The required output is every entry, printed exactly as written.

Data for review Block Start

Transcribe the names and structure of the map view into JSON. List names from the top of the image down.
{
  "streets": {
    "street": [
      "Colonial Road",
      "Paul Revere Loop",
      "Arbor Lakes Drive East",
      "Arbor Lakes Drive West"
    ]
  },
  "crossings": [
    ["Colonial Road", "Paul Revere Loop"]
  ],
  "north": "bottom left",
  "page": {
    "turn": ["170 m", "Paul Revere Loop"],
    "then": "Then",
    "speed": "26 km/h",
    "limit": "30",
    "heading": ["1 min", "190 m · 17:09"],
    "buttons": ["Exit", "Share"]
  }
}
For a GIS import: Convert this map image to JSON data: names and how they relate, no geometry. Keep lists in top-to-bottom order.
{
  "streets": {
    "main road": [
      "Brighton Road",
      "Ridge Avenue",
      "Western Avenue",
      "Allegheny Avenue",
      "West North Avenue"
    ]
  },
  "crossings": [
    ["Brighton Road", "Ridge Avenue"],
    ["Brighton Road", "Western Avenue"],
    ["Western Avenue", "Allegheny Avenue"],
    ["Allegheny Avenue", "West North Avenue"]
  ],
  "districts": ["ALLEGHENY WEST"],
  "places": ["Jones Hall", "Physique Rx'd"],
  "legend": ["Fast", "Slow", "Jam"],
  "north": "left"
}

Data for review Block End

**Solution for this problem:**
Transcribe the names and structure of the map view into JSON. List names from the top of the image down.
{
  "streets": {
    "street": [
      "Colonial Road",
      "Paul Revere Loop",
      "Arbor Lakes Drive East",
      "Arbor Lakes Drive West"
    ]
  },
  "crossings": [
    ["Colonial Road", "Paul Revere Loop"]
  ],
  "north": "bottom left",
  "page": {
    "turn": ["170 m", "Paul Revere Loop"],
    "then": "Then",
    "speed": "26 km/h",
    "limit": "30",
    "heading": ["1 min", "190 m · 17:09"],
    "buttons": ["Exit", "Share"]
  }
}
For a GIS import: Convert this map image to JSON data: names and how they relate, no geometry. Keep lists in top-to-bottom order.
{
  "streets": {
    "main road": [
      "Brighton Road",
      "Ridge Avenue",
      "Western Avenue",
      "Allegheny Avenue",
      "West North Avenue"
    ]
  },
  "crossings": [
    ["Brighton Road", "Ridge Avenue"],
    ["Brighton Road", "Western Avenue"],
    ["Western Avenue", "Allegheny Avenue"],
    ["Allegheny Avenue", "West North Avenue"]
  ],
  "districts": ["ALLEGHENY WEST"],
  "places": ["Jones Hall", "Physique Rx'd"],
  "legend": ["Fast", "Slow", "Jam"],
  "north": "left"
}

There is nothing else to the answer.